Why is crawl depth or page depth important for SEO?
When you’re developing a website, navigation is essential. You have to consider the ease with which users can navigate to subpages from the site’s homepage and other landing pages.
The homepage is where most users will enter and exit the site. Your website’s performance will suffer if visitors can’t go to lower-level pages easily. It’s something called crawl depth, and it can impact your SEO.
What is crawl depth?
Crawl depth, also known as page depth, refers to the number of clicks it takes for users and search engine crawlers to access a page via its associated homepage. Since crawlers and visitors are less likely to reach deep pages, an excessive crawl depth may represent a significant issue for your search engine optimization efforts.
The rule of thumb is that if a page needs more than three clicks to reach it’s considered bad for SEO performance. These pages will be more difficult for search engines to crawl compared to a page that can be visited after only one click. Deep pages have a lower page rank than surface-level pages simply because search engines are less likely to uncover and crawl them.
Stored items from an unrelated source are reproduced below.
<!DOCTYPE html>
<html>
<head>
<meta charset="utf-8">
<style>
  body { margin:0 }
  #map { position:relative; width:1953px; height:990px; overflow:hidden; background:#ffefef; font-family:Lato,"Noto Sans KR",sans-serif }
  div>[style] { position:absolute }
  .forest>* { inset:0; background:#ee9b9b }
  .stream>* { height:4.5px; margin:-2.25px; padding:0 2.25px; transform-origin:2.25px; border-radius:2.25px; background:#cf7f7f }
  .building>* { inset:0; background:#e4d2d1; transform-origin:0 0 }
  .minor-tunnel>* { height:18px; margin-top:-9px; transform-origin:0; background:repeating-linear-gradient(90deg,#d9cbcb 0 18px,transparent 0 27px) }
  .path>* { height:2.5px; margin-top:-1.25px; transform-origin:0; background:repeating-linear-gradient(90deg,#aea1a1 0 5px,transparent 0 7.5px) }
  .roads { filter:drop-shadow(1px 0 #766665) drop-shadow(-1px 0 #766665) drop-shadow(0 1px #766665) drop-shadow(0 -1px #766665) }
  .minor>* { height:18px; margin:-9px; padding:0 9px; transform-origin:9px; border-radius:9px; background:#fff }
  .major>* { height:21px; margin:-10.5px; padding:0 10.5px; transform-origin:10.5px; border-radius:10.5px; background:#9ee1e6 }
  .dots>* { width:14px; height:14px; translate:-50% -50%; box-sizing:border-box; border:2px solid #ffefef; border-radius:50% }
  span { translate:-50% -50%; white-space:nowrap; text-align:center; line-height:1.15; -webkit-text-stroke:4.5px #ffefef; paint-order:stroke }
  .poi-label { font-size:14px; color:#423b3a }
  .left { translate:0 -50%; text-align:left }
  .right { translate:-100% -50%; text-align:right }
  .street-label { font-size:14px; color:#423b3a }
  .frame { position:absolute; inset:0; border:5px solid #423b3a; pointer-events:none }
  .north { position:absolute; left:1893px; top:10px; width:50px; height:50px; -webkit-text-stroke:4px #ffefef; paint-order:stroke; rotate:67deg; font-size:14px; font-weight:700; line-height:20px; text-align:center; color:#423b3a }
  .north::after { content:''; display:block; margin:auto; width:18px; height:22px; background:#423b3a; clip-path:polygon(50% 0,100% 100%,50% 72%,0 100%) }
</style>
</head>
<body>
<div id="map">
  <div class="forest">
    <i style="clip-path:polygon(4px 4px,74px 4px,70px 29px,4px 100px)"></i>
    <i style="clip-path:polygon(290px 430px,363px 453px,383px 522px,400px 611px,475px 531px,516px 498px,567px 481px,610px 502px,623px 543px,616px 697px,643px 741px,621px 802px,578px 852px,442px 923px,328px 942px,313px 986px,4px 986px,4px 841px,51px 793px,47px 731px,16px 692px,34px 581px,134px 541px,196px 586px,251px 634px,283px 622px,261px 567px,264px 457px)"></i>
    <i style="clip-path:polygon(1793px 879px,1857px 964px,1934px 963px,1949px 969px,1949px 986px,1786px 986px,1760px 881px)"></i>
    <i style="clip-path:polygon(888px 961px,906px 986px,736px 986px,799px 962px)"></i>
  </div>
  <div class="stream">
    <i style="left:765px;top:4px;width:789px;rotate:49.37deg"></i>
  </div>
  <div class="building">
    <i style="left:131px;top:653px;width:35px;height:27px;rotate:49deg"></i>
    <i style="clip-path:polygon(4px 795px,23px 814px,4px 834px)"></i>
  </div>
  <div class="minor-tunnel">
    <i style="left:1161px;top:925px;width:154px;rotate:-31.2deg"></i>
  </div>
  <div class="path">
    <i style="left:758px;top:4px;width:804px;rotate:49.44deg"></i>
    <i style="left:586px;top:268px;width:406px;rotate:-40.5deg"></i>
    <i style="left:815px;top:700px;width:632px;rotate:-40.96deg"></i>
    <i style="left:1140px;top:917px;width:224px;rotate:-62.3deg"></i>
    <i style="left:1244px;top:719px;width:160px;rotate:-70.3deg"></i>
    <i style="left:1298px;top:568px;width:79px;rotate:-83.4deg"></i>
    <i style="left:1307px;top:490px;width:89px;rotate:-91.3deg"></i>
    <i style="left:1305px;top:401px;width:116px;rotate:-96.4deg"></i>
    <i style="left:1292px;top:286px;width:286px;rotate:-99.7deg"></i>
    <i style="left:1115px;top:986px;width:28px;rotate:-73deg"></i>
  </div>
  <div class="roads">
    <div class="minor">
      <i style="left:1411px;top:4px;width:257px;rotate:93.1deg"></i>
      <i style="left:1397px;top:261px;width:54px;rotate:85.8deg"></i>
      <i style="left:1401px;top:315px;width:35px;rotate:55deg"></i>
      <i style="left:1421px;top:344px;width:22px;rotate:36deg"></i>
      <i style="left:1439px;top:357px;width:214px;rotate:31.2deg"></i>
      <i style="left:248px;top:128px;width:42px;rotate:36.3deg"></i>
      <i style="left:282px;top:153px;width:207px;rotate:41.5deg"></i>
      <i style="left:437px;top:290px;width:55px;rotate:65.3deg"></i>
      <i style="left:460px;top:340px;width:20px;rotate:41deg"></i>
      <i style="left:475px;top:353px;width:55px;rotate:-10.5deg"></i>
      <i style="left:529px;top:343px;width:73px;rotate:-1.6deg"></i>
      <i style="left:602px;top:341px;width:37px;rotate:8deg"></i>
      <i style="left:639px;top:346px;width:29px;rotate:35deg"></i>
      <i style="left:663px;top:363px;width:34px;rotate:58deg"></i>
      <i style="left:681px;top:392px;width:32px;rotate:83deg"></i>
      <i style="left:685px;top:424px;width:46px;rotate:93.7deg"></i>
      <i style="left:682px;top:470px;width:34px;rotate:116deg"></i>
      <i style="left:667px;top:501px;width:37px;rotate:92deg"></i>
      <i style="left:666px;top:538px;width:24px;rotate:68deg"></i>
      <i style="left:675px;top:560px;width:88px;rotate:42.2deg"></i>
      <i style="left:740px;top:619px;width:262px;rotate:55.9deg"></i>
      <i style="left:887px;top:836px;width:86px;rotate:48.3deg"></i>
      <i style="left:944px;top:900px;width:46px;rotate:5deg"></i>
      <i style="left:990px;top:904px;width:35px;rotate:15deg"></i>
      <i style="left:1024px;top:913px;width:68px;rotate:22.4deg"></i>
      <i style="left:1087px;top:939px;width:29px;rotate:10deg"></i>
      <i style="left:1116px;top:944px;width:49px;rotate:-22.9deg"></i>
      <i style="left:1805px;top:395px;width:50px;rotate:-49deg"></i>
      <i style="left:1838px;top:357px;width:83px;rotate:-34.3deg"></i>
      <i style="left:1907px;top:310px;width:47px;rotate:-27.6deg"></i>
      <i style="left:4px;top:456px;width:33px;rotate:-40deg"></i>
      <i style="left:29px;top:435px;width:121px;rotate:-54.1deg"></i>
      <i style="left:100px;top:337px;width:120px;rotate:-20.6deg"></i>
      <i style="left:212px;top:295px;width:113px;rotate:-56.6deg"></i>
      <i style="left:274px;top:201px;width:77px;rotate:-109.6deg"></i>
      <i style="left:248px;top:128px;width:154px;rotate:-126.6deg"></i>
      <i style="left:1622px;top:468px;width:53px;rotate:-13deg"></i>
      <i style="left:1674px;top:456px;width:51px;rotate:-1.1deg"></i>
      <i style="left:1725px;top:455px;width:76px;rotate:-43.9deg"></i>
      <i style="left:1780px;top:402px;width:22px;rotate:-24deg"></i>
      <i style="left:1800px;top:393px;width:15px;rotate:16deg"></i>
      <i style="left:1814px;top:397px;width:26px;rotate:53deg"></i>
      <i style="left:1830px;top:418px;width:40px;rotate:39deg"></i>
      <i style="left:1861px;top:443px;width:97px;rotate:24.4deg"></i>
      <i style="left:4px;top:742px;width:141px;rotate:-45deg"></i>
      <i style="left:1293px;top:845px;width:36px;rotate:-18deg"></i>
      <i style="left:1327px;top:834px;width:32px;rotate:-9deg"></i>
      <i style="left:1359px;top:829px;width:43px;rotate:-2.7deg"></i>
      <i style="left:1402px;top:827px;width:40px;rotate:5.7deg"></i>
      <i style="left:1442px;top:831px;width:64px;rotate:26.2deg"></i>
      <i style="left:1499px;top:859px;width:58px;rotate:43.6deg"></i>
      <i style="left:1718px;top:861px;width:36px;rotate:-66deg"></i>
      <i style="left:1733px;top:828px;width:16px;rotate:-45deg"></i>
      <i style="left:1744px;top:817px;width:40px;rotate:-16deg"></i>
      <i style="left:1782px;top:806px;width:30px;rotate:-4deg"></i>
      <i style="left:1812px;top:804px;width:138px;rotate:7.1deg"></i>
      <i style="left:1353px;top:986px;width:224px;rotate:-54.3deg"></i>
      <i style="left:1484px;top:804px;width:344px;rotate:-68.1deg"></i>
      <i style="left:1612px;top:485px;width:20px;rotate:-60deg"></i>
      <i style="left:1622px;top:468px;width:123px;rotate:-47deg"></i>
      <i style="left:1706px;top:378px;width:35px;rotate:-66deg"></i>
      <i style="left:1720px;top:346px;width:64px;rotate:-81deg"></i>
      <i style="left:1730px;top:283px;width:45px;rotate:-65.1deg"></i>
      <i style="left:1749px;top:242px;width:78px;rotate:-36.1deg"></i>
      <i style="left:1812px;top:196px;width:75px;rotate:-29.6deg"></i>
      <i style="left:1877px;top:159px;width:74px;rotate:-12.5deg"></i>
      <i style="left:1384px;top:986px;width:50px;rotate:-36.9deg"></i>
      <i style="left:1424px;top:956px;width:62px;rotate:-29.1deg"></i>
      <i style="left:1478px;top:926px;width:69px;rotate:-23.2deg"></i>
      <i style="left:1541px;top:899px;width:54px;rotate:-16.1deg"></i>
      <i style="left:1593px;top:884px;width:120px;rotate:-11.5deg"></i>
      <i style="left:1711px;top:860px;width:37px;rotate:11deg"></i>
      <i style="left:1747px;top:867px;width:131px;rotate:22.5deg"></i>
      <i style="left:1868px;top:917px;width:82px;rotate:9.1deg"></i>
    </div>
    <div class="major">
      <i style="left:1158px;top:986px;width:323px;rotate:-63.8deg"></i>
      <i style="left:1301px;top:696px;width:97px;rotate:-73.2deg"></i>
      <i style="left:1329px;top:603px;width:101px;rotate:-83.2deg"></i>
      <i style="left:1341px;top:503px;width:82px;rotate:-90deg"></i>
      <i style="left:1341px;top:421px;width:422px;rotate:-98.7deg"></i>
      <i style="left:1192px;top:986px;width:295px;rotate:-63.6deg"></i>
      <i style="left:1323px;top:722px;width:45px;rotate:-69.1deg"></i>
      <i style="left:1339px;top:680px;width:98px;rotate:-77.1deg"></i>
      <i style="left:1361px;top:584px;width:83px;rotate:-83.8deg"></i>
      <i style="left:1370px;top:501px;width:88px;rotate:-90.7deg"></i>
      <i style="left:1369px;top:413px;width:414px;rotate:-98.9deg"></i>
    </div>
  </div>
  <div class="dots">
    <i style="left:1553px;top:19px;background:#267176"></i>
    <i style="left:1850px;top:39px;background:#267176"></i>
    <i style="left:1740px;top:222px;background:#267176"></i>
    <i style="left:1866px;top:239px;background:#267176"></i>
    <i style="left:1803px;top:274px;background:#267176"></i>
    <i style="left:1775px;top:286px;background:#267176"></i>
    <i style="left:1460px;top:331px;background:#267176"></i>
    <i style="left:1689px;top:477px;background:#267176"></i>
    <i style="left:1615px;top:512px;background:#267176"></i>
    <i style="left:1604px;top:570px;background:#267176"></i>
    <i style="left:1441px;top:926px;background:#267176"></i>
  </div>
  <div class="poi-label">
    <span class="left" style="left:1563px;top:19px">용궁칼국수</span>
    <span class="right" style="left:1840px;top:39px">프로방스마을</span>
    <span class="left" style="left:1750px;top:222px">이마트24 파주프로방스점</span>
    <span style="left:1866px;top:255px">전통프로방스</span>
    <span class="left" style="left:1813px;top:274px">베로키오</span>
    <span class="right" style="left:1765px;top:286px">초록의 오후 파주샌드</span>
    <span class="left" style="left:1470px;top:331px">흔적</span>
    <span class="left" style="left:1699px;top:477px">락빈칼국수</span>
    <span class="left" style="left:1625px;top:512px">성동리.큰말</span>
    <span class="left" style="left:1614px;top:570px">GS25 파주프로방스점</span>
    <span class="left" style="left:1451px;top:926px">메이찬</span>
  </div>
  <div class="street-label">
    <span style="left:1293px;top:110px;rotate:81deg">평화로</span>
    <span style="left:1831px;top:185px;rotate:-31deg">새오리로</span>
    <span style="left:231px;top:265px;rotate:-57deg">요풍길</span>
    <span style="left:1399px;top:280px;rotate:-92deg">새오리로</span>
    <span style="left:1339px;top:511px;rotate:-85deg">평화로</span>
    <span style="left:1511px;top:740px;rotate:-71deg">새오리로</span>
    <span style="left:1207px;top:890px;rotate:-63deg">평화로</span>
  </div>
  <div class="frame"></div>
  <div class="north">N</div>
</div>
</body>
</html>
If a page is difficult to locate, web crawlers will not examine it as frequently either. As a result, the page’s chances of being ranked will be reduced.
How to find the depth of your pages
There are a few methods that you can use to determine the depth of your pages. The easiest option is to use a tool like evisio to find the average depth of your pages.
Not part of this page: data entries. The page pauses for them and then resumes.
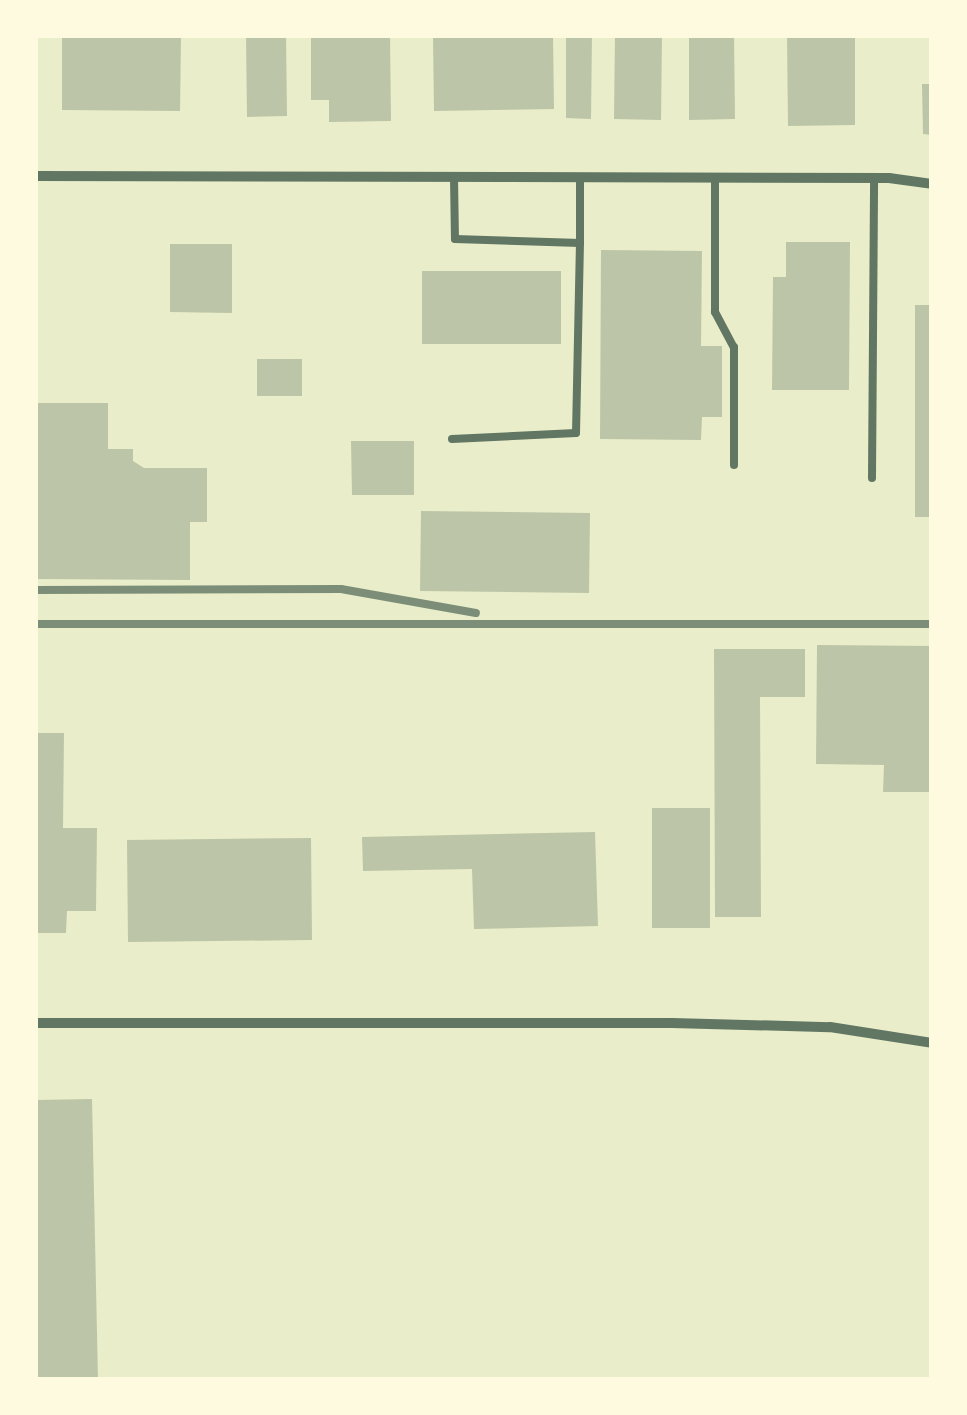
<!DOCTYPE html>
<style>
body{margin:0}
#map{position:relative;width:967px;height:1415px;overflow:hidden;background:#e9edc9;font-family:Overpass,sans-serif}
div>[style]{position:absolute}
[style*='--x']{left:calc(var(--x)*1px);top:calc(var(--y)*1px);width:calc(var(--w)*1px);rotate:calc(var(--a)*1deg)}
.building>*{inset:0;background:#bcc5a7}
.service>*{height:8px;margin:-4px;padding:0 4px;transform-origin:4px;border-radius:4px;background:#617663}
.minor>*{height:10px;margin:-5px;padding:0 5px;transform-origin:5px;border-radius:5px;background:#617663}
.rail>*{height:8px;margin:-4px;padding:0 4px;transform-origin:4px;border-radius:4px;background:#7c8e77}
span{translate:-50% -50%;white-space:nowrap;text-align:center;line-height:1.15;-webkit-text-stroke:9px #fefae0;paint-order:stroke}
.frame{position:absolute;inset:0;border:38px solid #fefae0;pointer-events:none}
</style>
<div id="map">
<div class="building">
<i style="clip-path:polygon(62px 35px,181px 35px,180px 111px,62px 110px)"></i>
<i style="clip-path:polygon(246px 35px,286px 35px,287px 116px,247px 117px)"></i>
<i style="clip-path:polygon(311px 35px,390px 35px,391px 121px,329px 122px,329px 100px,311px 100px)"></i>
<i style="clip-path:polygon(433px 35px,553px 35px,554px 109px,434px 111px)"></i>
<i style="clip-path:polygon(566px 35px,592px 35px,591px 119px,566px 118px)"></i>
<i style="clip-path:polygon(615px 35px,662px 35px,661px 120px,614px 119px)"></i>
<i style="clip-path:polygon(689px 35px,734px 35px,735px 119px,689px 120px)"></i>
<i style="clip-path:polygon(787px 35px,855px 35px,855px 125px,788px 126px)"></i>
<i style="clip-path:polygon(922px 84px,932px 84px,932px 135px,923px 134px)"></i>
<i style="clip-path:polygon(786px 242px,850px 242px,849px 390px,772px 390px,773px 277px,786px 277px)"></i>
<i style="clip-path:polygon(170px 244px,232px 244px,232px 313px,170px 312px)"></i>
<i style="clip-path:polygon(601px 250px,702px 251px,701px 346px,722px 346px,722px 417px,702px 417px,701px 440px,600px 439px)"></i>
<i style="clip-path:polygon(422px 271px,561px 271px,561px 344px,422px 344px)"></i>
<i style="clip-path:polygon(915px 305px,932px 305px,932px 517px,915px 517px)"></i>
<i style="clip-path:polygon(257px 359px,302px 359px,302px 396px,257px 396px)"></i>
<i style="clip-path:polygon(35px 403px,108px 403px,108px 449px,133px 449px,133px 461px,144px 468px,207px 468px,207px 522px,190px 522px,190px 580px,35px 579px)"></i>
<i style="clip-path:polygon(351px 441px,414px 441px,414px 495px,352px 495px)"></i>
<i style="clip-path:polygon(421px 511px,590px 513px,589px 593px,420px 591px)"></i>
<i style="clip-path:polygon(817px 645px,932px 646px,932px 792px,883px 792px,884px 765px,816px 764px)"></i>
<i style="clip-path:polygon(714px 649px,805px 649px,805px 697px,760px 697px,761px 917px,715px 917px)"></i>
<i style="clip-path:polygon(35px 733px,64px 733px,63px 828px,97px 828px,96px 911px,67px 911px,66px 933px,35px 933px)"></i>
<i style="clip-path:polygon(652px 808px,710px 808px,710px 928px,652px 928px)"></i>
<i style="clip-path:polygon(595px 832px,598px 926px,474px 929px,472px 869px,363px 871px,362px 837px)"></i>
<i style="clip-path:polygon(311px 838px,312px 940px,128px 942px,127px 840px)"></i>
<i style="clip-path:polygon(92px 1099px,98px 1380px,35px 1380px,35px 1100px)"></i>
</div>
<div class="service">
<i style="--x:454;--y:177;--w:62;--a:89.1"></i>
<i style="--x:455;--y:239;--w:125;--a:1.8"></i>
<i style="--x:580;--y:243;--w:66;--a:-90"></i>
<i style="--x:715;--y:177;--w:135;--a:90"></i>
<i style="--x:715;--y:312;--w:40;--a:62"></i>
<i style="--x:734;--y:347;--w:118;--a:90"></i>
<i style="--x:452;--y:439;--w:124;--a:-2.8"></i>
<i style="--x:576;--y:433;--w:190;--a:-88.8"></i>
<i style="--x:872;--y:478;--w:300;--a:-89.6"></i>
</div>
<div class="minor">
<i style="--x:35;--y:176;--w:854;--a:0.13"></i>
<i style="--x:889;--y:178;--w:43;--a:7.9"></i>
<i style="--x:35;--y:1023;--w:637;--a:0"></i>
<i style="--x:672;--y:1023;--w:158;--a:1.5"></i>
<i style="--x:830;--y:1027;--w:103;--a:8.9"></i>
</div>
<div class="rail">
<i style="--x:35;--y:590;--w:306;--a:-0.2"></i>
<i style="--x:341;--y:589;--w:137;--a:10.1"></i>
<i style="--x:35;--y:624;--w:897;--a:0"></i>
</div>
<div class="frame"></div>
</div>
When you click to view the details you will get a listing all of your URLs with the depth of each URL.
Impact of page depth improvements
The user experience and search rankings are both impacted by page depth. Users want to readily access subpages, preferably within one or two clicks. If visitors want to get to a subpage on your website but it requires 4+ clicks to get there from the homepage, they’ll probably never reach the page. And they probably won’t find it on search results for direct access.
According to Mueller’s findings, Google places a higher value on subpages with a low page depth than on a large page depth. Low page depth signals to Google that the subpage contains pertinent information. That tells Google to give the subpage an increased amount of importance on the search engine result pages (SERPs).
Final word on page crawl depth
You’re making site users work to find information if your website has a high average page depth. Don’t be surprised if relatively few people ever visit your subpages. Large page depth creates a poor user experience because it directs visitors through numerous internal links. Employing a low navigational structure, internal links within content, and breadcrumbs will reduce the average page depth of your website and improve the user experience.